FIG. 3 is a side view of the sling apparatus shown in FIG. 2. Attached to the front surface of the body 14 is the second strut 18 as described above. The first and second struts, 16 and 18, will be described in greater detail with reference to FIG. 6. A hook 24 is mounted on the back surface of the body 14. The hook 24 is preferably welded to the body 14, however, it can also be formed as an integral extension of the body 14 as shown in FIGS. 15 and 16.
FIG. 4 is a back view of the sling apparatus 10 illustrating the position of the hook 24 on the body 14. FIG. 5 is a perspective view of the stationary rod 20. The rod 20 is shown as having tapered ends, however, it is not necessary that the rod 20 have tapered ends. The ends of the rod 20 may be threaded to accommodate fasteners such as bolts.
FIG. 6 is a side view of a strut used in the present invention. The first and second struts are preferably identical in shape thus only the first strut 16 need be described in detail. The strut 16 has an opening 26 through which the stationary rod 20 is mounted. A top recess 28 is formed at one end of the strut 16. A bottom recess 30 is formed at the opposite end of the strut 16. When the sling apparatus is in the unlocked position, a locking pin (not shown) is held in position at the top of the struts 16 and 18 by the top recesses 28. When the sling apparatus is in the locked position, the locking pin (not shown) is held in position at the bottom of the struts 16 and 18 by the bottom recesses 30. The bottom recesses 30 are shown as being deeper than the top recesses 28, however, the bottom and top recesses can be the same size as illustrated in FIGS. 15 and 16 by first recesses 124 and second recesses 126.
FIG. 7 illustrates a locking pin 32 in accordance with a first preferred embodiment of the present invention. The locking pin 32 is shown as having the same diameter as the stationary rod 20 although it is not necessary that they have the same diameter. As will be discussed later with respect to FIGS. 15-23, it is preferable that the stationary rod 20 have a larger diameter than the locking pin 32. Extending from the locking pin 32 is a first arm 34 and a second arm 36. The first and second arms, 34 and 36, are positioned on the pin 32 so that they fit between the first and second struts 16 and 18. The desirability of having the first and second arms, 34 and 36, located between the first and second struts, 16 and 18, will be described hereinafter with respect to the operation of the sling apparatus. The first and second arms, 34 and 36, are each provided with slots 38. Guided in the slots is the stationary rod 20. The slots 38 allow the first and second arms 34 and 36 and thus the locking pin 32 to be moved towards or away from the stationary rod 20.

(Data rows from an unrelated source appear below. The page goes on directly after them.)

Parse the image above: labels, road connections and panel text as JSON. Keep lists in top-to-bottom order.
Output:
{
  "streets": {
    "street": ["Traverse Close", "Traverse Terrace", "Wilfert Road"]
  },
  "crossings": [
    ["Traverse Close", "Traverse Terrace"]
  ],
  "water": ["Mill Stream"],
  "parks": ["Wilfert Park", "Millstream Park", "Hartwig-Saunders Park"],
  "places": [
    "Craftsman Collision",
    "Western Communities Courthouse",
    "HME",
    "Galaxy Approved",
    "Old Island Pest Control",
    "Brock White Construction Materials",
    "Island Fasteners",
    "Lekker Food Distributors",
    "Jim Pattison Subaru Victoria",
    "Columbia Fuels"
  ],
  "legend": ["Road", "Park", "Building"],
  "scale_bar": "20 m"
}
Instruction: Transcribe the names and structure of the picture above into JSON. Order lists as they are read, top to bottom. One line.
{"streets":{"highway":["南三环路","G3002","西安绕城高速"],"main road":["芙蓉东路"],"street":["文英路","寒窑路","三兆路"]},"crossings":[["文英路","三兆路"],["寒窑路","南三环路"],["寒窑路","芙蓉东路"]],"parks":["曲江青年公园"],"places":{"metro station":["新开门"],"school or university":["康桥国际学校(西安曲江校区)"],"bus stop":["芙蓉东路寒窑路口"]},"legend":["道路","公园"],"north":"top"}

FIG. 8 illustrates a locking pin 40 according to a second embodiment of the present invention. A first and second arm, 42 and 44, are located at the end of the pin 40. When the locking pin 40 is attached to the stationary rod 20, the first arm 42 is located on the exterior side of the first strut 16 and the second arm 44 is located on the exterior side of the second strut 18.

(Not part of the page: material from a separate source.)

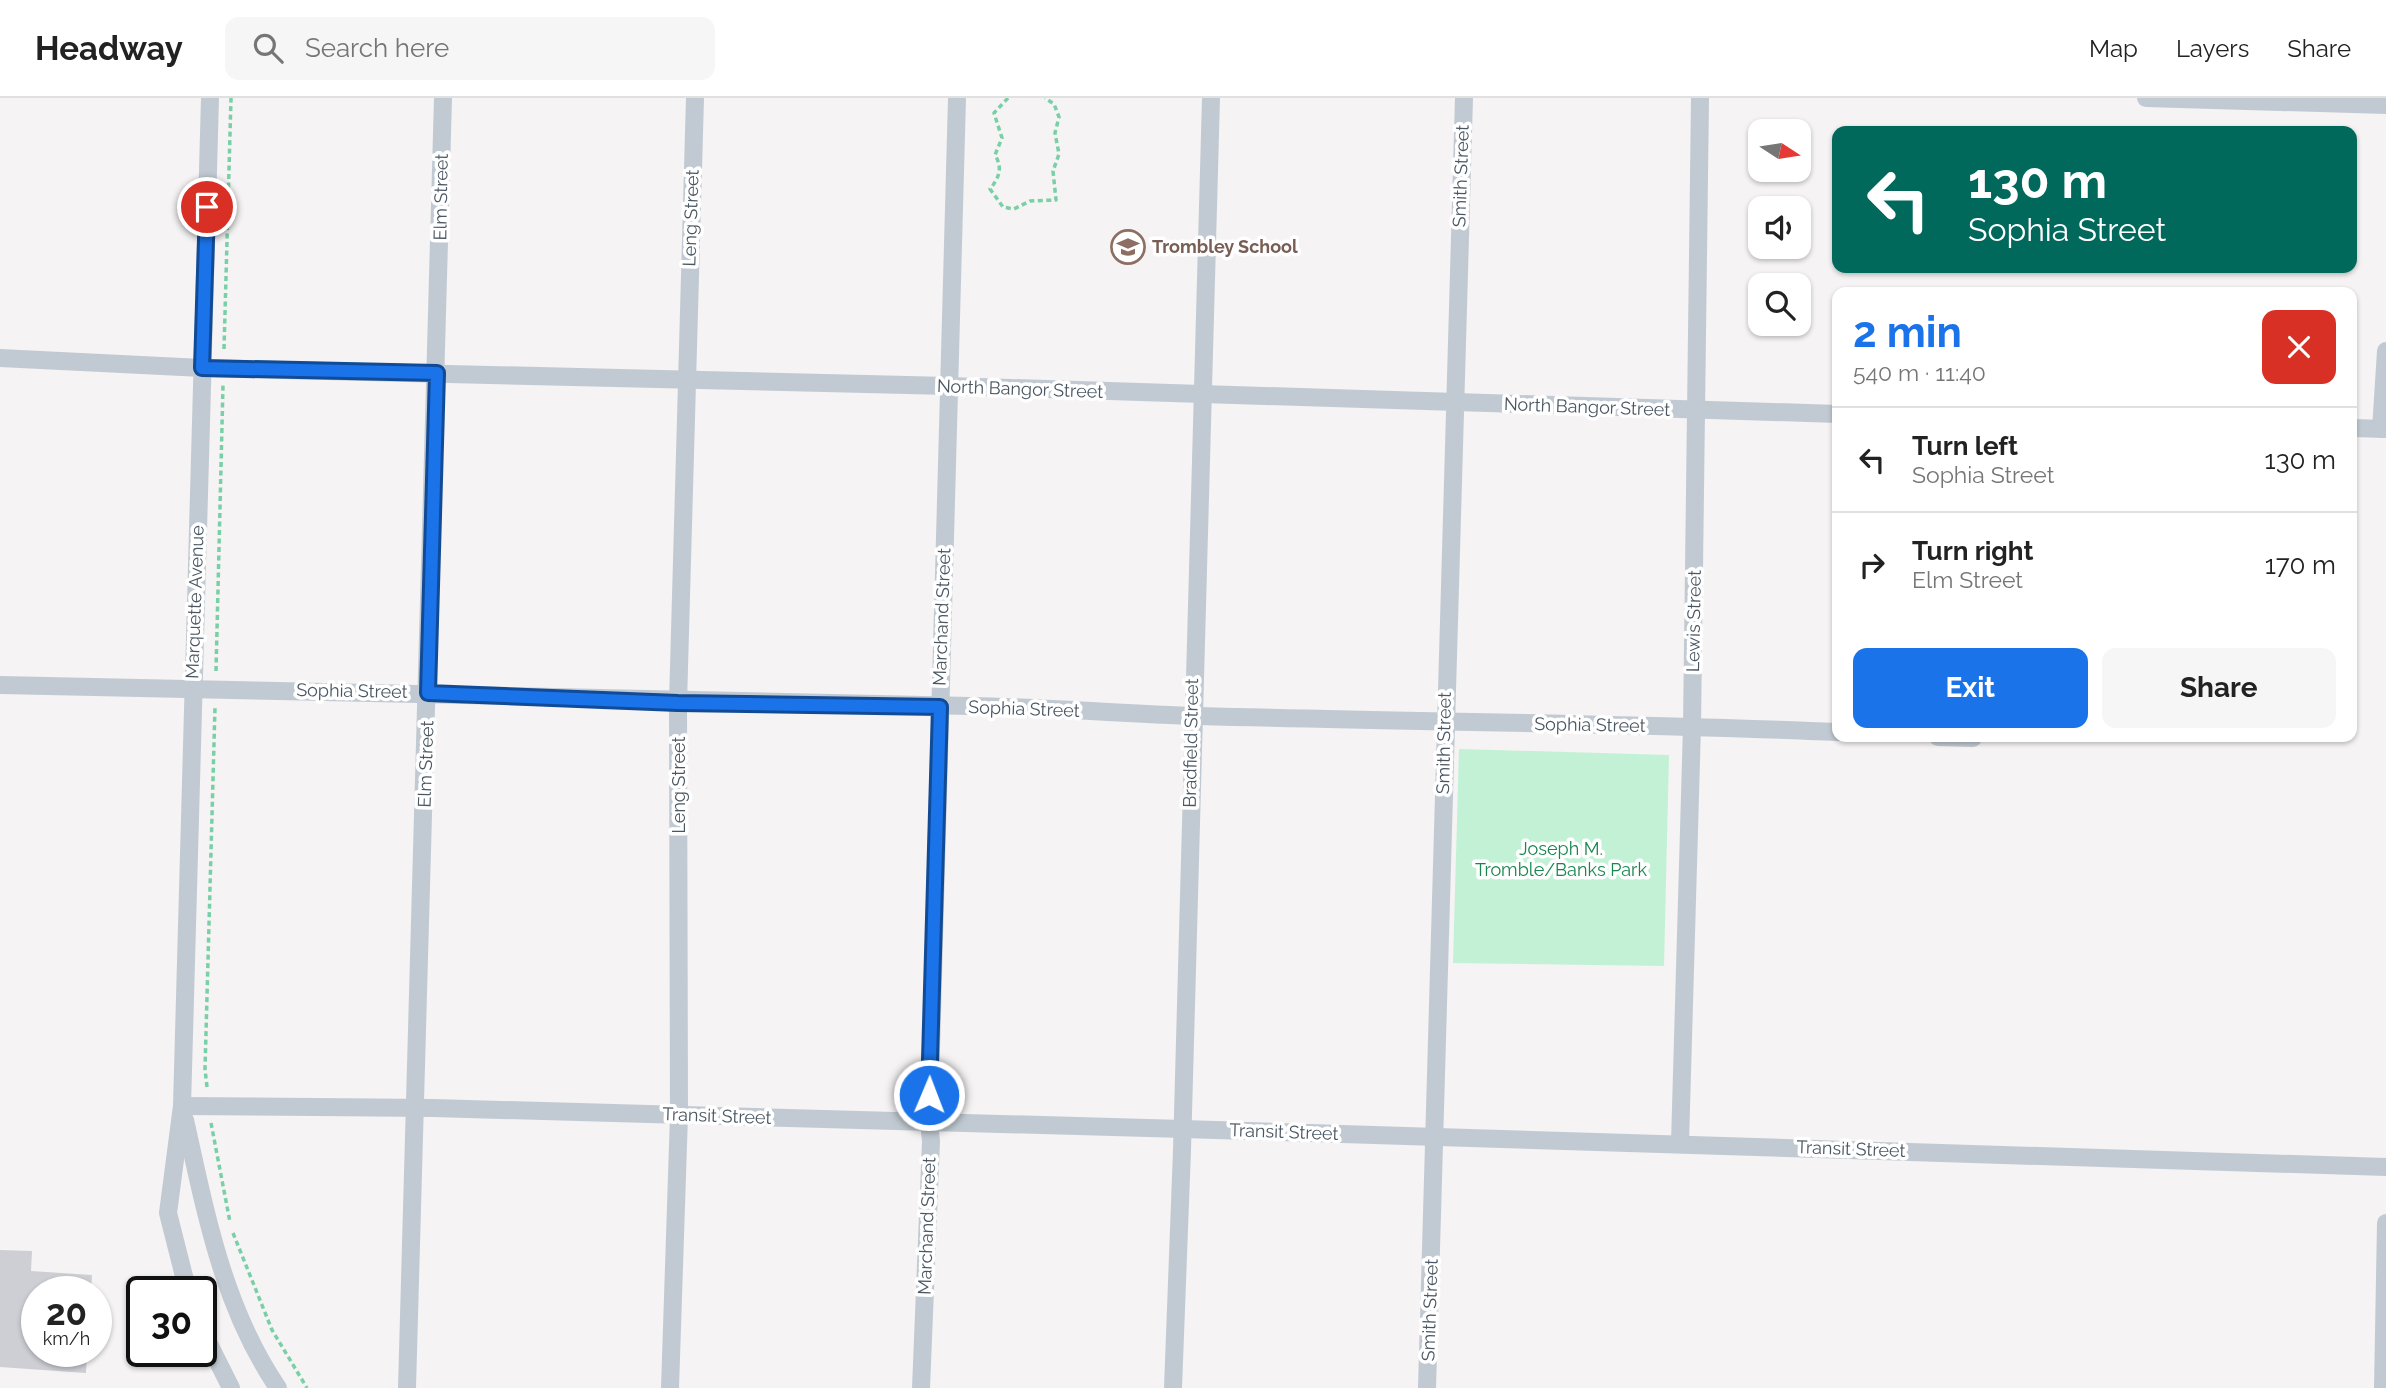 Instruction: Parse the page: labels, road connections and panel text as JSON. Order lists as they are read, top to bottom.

FIG. 9 illustrates the sling apparatus assembled and positioned in an unlocked position in accordance with the present invention. The locking pin 32 is held in place by the top recesses (not shown) located at the top surfaces of the first and second struts 16 and 18. The first and second arms, 34 and 36, of the locking pin 32 are located between the first and second struts, 16 and 18. The operation of the apparatus will be explained with reference to FIGS. 9 and 11. A strap has an anchor end (48 shown in FIG. 1) and a free end (13 shown in FIG. 1). The anchor end 48 is shown in FIG. 1 as having a loop which can be a metal ring or it may be constructed out of the strap 12 itself. The anchor end 48 is attached to the sling apparatus 10 by the hook 24. The free end 13 of the strap 12 shown in FIG. 1 is threaded between the first and second struts, 16 and 18. The free end 13 is pulled underneath the stationary rod 20 and then wrapped around the locking pin 32. Specifically, the free end 13 is brought over locking pin 32 and around behind the pin 32 towards the body 14. The strap 12 is again threaded underneath the stationary rod 20.
The strap 12 is adjusted by pulling the free end 13 until the strap 12 is the proper length to support a particular load. Once the strap 12 has been adjusted to a proper length, the locking pin 32 is rotated to the locked position.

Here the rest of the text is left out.